→ **What you should do**
Word for word, print each record, dropping any image it holds.

→ **Records to use**
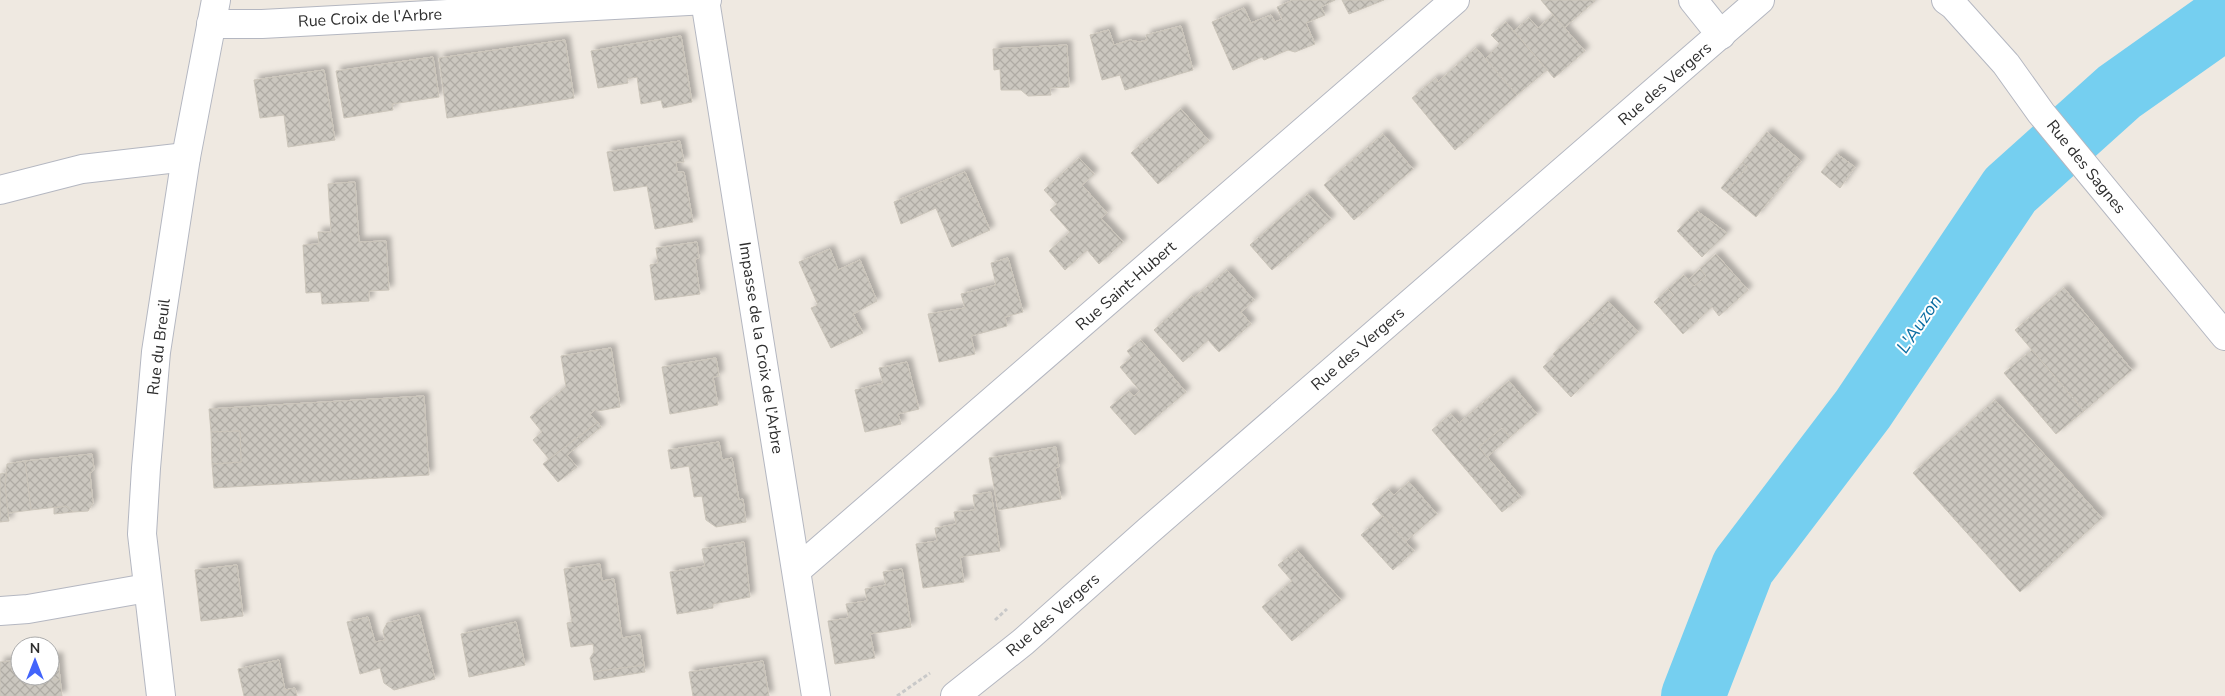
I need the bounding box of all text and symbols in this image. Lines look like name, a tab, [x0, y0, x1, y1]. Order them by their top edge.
street label: Rue Croix de l'Arbre	[297, 3, 443, 33]
street label: Rue des Vergers	[1613, 37, 1717, 131]
street label: Rue des Sagnes	[2041, 115, 2131, 219]
street label: Rue Saint-Hubert	[1071, 236, 1181, 336]
street label: Impasse de la Croix de l’Arbre	[733, 241, 789, 455]
water label: L'Auzon	[1891, 290, 1947, 358]
street label: Rue du Breuil	[142, 297, 176, 397]
street label: Rue des Vergers	[1306, 302, 1410, 396]
street label: Rue des Vergers	[1001, 568, 1105, 662]
north arrow	[10, 636, 60, 686]
text: N	[30, 639, 40, 658]

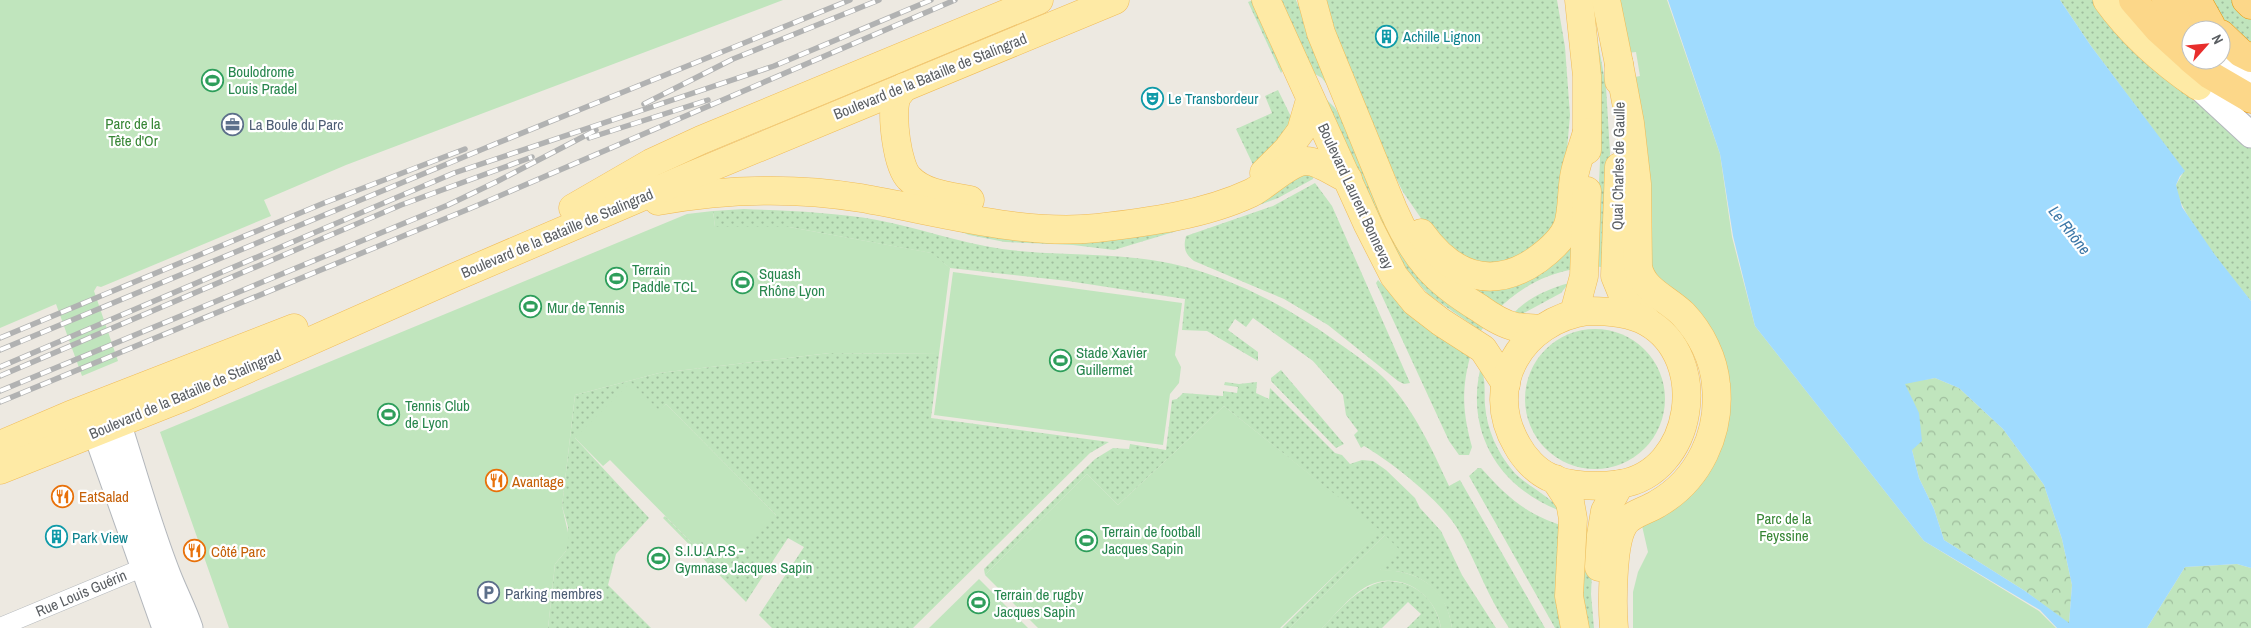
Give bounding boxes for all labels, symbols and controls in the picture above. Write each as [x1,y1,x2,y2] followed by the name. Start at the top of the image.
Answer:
[2181,20,2231,70] north arrow
[1375,24,1399,48] building icon: Achille Lignon
[1402,26,1481,47] place label: Achille Lignon
[830,28,1030,124] street label: Boulevard de la Bataille de Stalingrad
[2208,31,2227,47] text: N
[228,61,297,99] place label: Boulodrome Louis Pradel
[200,68,224,92] sports icon: Boulodrome Louis Pradel
[1140,86,1164,110] theatre icon: Le Transbordeur
[1168,88,1258,109] place label: Le Transbordeur
[1606,101,1630,230] street label: Quai Charles de Gaulle
[221,112,245,136] office icon: La Boule du Parc
[105,113,161,151] park label: Parc de la Tête d'Or
[249,114,343,135] place label: La Boule du Parc
[1313,120,1399,273] street label: Boulevard Laurent Bonnevay
[458,183,656,283] street label: Boulevard de la Bataille de Stalingrad
[2044,201,2096,259] water label: Le Rhône
[632,259,697,297] place label: Terrain Paddle TCL
[759,263,825,301] place label: Squash Rhône Lyon
[604,266,628,290] sports icon: Terrain Paddle TCL
[731,270,755,294] sports icon: Squash Rhône Lyon
[519,295,543,319] sports icon: Mur de Tennis
[547,297,625,318] place label: Mur de Tennis
[1076,342,1147,380] place label: Stade Xavier Guillermet
[86,344,284,444] street label: Boulevard de la Bataille de Stalingrad
[1048,349,1072,373] sports icon: Stade Xavier Guillermet
[405,395,470,433] place label: Tennis Club de Lyon
[377,402,401,426] sports icon: Tennis Club de Lyon
[484,469,508,493] restaurant icon: Avantage
[511,471,564,492] place label: Avantage
[51,484,75,508] restaurant icon: EatSalad
[79,486,129,507] place label: EatSalad
[1756,508,1812,546] park label: Parc de la Feyssine
[1102,521,1200,559] place label: Terrain de football Jacques Sapin
[44,525,68,549] building icon: Park View
[72,527,128,548] place label: Park View
[1074,528,1098,552] sports icon: Terrain de football Jacques Sapin
[183,539,207,563] restaurant icon: Côté Parc
[675,540,812,578] place label: S.I.U.A.P.S - Gymnase Jacques Sapin
[211,541,266,562] place label: Côté Parc
[647,547,671,571] sports icon: S.I.U.A.P.S - Gymnase Jacques Sapin
[32,564,130,622] street label: Rue Louis Guérin
[477,581,501,605] parking icon: Parking membres
[505,583,602,604] place label: Parking membres
[994,584,1084,622] place label: Terrain de rugby Jacques Sapin
[966,591,990,615] sports icon: Terrain de rugby Jacques Sapin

→ **Result of the task**
I need the bounding box of all text and symbols in this image. Lines look like name, a tab, [x0, y0, x1, y1]. Order them by their top edge.
street label: Rue Croix de l'Arbre	[297, 3, 443, 33]
street label: Rue des Vergers	[1613, 37, 1717, 131]
street label: Rue des Sagnes	[2041, 115, 2131, 219]
street label: Rue Saint-Hubert	[1071, 236, 1181, 336]
street label: Impasse de la Croix de l’Arbre	[733, 241, 789, 455]
water label: L'Auzon	[1891, 290, 1947, 358]
street label: Rue du Breuil	[142, 297, 176, 397]
street label: Rue des Vergers	[1306, 302, 1410, 396]
street label: Rue des Vergers	[1001, 568, 1105, 662]
north arrow	[10, 636, 60, 686]
text: N	[30, 639, 40, 658]

Give bounding boxes for all labels, symbols and controls in the picture above. Write each as [x1,y1,x2,y2] followed by the name. Start at the top of the image.
Answer:
[2181,20,2231,70] north arrow
[1375,24,1399,48] building icon: Achille Lignon
[1402,26,1481,47] place label: Achille Lignon
[830,28,1030,124] street label: Boulevard de la Bataille de Stalingrad
[2208,31,2227,47] text: N
[228,61,297,99] place label: Boulodrome Louis Pradel
[200,68,224,92] sports icon: Boulodrome Louis Pradel
[1140,86,1164,110] theatre icon: Le Transbordeur
[1168,88,1258,109] place label: Le Transbordeur
[1606,101,1630,230] street label: Quai Charles de Gaulle
[221,112,245,136] office icon: La Boule du Parc
[105,113,161,151] park label: Parc de la Tête d'Or
[249,114,343,135] place label: La Boule du Parc
[1313,120,1399,273] street label: Boulevard Laurent Bonnevay
[458,183,656,283] street label: Boulevard de la Bataille de Stalingrad
[2044,201,2096,259] water label: Le Rhône
[632,259,697,297] place label: Terrain Paddle TCL
[759,263,825,301] place label: Squash Rhône Lyon
[604,266,628,290] sports icon: Terrain Paddle TCL
[731,270,755,294] sports icon: Squash Rhône Lyon
[519,295,543,319] sports icon: Mur de Tennis
[547,297,625,318] place label: Mur de Tennis
[1076,342,1147,380] place label: Stade Xavier Guillermet
[86,344,284,444] street label: Boulevard de la Bataille de Stalingrad
[1048,349,1072,373] sports icon: Stade Xavier Guillermet
[405,395,470,433] place label: Tennis Club de Lyon
[377,402,401,426] sports icon: Tennis Club de Lyon
[484,469,508,493] restaurant icon: Avantage
[511,471,564,492] place label: Avantage
[51,484,75,508] restaurant icon: EatSalad
[79,486,129,507] place label: EatSalad
[1756,508,1812,546] park label: Parc de la Feyssine
[1102,521,1200,559] place label: Terrain de football Jacques Sapin
[44,525,68,549] building icon: Park View
[72,527,128,548] place label: Park View
[1074,528,1098,552] sports icon: Terrain de football Jacques Sapin
[183,539,207,563] restaurant icon: Côté Parc
[675,540,812,578] place label: S.I.U.A.P.S - Gymnase Jacques Sapin
[211,541,266,562] place label: Côté Parc
[647,547,671,571] sports icon: S.I.U.A.P.S - Gymnase Jacques Sapin
[32,564,130,622] street label: Rue Louis Guérin
[477,581,501,605] parking icon: Parking membres
[505,583,602,604] place label: Parking membres
[994,584,1084,622] place label: Terrain de rugby Jacques Sapin
[966,591,990,615] sports icon: Terrain de rugby Jacques Sapin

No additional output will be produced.